By early this year seven bidders had been short-listed for the acquisition of the refinery, including Glencore Energy U.K, Vitol SA, China Petroleum Technology & Development Corporation, Philia Trading, Joint Stock Company Global Security of Russia, Sahara Energy Resources, and consortium of Beijing Huiersanji Green Chem Company Limited and AVIC International Holding. 

The Tazama Pipeline has been characterized by performance failures attributed to lack of scheduled maintenance, external corrosion due to failure of the pipeline coating and the effect of low-resistivity, black-cotton soil and internal corrosion due to persistent incursion of sea water into the pipeline from the single- point mooring (SPM) system offshore Dar es Salaam Harbor. 

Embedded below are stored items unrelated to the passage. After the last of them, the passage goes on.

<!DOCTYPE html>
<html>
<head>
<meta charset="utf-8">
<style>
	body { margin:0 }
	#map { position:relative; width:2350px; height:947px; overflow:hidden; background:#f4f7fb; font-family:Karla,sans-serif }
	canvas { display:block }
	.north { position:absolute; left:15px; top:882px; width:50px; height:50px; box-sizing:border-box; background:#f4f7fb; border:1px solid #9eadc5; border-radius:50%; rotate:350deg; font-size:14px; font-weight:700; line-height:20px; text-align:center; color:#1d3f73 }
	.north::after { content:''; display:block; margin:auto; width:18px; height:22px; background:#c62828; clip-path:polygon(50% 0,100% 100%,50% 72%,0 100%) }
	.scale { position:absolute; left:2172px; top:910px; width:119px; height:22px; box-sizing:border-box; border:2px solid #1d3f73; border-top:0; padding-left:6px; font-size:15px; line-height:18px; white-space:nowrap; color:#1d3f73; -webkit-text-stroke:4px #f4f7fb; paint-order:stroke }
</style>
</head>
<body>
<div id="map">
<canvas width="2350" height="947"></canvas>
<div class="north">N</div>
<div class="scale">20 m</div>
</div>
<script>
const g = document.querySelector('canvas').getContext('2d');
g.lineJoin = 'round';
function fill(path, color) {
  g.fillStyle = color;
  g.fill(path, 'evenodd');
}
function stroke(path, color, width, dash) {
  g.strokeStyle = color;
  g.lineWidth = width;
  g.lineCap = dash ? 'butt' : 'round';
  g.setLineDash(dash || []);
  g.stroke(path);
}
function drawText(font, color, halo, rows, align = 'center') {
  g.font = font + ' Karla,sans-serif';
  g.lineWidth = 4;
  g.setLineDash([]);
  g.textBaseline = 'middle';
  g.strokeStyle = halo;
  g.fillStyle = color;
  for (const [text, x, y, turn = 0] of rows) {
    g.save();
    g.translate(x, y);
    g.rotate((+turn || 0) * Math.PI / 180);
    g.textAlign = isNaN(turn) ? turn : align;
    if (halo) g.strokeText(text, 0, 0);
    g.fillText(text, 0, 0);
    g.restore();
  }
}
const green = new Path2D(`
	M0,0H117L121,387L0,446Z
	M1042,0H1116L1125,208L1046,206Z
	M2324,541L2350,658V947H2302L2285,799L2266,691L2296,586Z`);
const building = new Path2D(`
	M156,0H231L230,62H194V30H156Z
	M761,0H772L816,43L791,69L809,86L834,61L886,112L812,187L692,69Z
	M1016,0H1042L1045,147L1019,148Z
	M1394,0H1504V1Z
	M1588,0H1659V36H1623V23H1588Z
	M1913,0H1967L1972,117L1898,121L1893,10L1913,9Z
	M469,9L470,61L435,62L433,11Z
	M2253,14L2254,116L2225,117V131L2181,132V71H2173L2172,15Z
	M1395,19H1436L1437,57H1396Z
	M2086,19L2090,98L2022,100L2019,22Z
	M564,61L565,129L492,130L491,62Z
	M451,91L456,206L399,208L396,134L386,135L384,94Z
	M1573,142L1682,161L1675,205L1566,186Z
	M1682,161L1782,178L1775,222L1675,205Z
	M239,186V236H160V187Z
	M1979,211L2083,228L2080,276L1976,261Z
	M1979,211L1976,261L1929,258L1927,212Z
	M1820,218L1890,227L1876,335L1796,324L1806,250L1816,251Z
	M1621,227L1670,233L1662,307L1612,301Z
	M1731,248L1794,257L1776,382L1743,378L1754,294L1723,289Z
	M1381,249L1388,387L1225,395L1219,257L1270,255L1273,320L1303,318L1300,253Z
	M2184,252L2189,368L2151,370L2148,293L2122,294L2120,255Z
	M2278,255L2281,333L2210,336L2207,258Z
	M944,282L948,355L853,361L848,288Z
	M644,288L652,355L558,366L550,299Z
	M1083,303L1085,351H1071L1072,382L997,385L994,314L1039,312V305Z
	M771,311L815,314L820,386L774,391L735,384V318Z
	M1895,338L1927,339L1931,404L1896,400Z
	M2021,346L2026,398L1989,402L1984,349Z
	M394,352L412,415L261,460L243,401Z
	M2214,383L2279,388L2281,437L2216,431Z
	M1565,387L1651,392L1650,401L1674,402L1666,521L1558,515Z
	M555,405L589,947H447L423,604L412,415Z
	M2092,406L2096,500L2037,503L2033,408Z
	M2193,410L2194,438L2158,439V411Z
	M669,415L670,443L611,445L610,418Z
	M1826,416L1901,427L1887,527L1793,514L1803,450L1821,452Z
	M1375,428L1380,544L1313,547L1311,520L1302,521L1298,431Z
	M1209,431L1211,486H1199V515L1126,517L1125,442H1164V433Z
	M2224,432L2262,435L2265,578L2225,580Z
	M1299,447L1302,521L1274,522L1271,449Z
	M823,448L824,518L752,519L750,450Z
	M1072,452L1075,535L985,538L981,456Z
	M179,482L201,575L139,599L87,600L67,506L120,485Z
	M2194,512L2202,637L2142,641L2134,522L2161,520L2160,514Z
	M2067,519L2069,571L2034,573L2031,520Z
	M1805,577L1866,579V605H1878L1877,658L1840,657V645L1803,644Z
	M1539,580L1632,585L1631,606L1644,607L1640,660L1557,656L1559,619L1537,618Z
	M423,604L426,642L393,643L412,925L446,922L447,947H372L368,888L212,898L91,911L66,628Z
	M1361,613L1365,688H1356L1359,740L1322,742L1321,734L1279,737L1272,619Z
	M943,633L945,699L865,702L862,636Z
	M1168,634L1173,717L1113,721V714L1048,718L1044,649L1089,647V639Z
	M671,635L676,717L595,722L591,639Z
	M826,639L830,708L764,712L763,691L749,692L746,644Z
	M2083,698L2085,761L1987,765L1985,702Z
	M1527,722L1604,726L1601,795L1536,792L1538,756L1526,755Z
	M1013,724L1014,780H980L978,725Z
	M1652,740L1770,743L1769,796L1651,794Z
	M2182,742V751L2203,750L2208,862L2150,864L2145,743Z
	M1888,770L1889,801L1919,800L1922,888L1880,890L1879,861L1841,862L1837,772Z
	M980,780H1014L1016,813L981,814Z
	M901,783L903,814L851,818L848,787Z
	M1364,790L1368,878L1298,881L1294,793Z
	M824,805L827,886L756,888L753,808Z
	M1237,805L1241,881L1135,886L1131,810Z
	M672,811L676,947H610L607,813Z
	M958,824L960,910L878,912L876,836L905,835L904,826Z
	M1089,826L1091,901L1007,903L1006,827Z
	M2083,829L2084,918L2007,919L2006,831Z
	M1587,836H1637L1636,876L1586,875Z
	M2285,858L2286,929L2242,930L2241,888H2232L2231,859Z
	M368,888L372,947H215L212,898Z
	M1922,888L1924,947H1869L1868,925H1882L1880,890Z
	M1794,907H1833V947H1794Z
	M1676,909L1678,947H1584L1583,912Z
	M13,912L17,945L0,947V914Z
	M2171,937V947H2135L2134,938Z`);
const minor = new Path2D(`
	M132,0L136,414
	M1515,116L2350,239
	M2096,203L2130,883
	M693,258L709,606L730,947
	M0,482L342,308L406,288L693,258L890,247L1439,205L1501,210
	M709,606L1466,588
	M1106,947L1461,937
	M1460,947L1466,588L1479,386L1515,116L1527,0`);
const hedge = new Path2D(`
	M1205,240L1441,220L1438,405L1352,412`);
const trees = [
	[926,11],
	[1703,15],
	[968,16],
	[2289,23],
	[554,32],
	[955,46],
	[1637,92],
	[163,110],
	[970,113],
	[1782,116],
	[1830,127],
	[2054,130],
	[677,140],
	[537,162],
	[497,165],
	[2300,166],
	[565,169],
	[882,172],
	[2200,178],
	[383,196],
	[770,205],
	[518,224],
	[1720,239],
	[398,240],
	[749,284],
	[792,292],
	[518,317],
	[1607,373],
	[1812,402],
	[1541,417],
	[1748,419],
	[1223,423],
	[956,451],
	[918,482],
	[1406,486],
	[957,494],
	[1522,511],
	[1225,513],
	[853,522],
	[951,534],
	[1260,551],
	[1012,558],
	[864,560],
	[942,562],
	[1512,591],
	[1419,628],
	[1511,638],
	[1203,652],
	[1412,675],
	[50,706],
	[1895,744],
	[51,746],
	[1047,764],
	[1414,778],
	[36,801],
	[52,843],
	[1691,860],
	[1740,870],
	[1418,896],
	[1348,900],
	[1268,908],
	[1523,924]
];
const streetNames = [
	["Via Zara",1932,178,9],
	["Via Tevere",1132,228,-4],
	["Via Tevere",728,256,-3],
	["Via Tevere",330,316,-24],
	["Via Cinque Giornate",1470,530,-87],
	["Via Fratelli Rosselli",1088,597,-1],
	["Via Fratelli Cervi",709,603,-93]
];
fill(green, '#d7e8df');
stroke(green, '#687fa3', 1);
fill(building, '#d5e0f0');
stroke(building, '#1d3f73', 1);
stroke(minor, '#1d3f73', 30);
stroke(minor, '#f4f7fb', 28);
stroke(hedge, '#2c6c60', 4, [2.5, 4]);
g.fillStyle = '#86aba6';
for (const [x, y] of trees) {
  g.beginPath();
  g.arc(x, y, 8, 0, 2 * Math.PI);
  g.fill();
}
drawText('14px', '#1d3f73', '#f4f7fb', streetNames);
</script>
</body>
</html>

At the Dar es Salaam port, the Tazama crude oil pipeline is supported by a 2.3-mile (3.3-km), 36-inch sub-sea pipeline. The SPM, which has a discharge speed of 2,500 cubic meters/hour, is held steady by catenary anchor chains concreted into the sea floor. It can rotate and hold offloading tankers with capacities up to 150,000 deadweight tons. 

Unfortunately, the existing pipeline, at times, records an average of 100 leakages in a year, which has substantially reduced its installed capacity from the initial 1.1 mtpa to slightly more than 600,000 tons/year. 

Tanzania’s proposal for a new oil pipeline comes barely five years after a study by the Channoil Consortium Ltd on the security of supply of petroleum products to Zambia proposed several options, including construction of a new line that would cost more than $1 billion. The consortium consists of PricewaterhouseCoopers, Corpus Legal Practitioners and Channoil Consulting Ltd. 

Another option put forward in the study was the replacement of the existing pipeline with a new 12-inch multi-product pipeline. 

“A multi-product pipeline can transport multiple different oil products sequentially down the pipeline, using batching pigs or interfaces to separate the products,” it said. 

The study also said replacing the existing pipeline would require storage at pump stations in order to develop any of these into distribution centers for gasoline and diesel. 

“The batching pigs or interfaces will contain some mixing of the grades, which can be separated and downgraded as per industry practice,” the study projected. 

Another proposal to supply Zambia was to replace the 605-mile (954-km) Tazama crude pipeline made up of deteriorating 8-inch pipe, as well as the 470 miles (756 km) of 12-inch pipe section with a completely new 12-inch crude only pipeline, while maintaining the pump station configuration but reducing the intermediate pigging stations.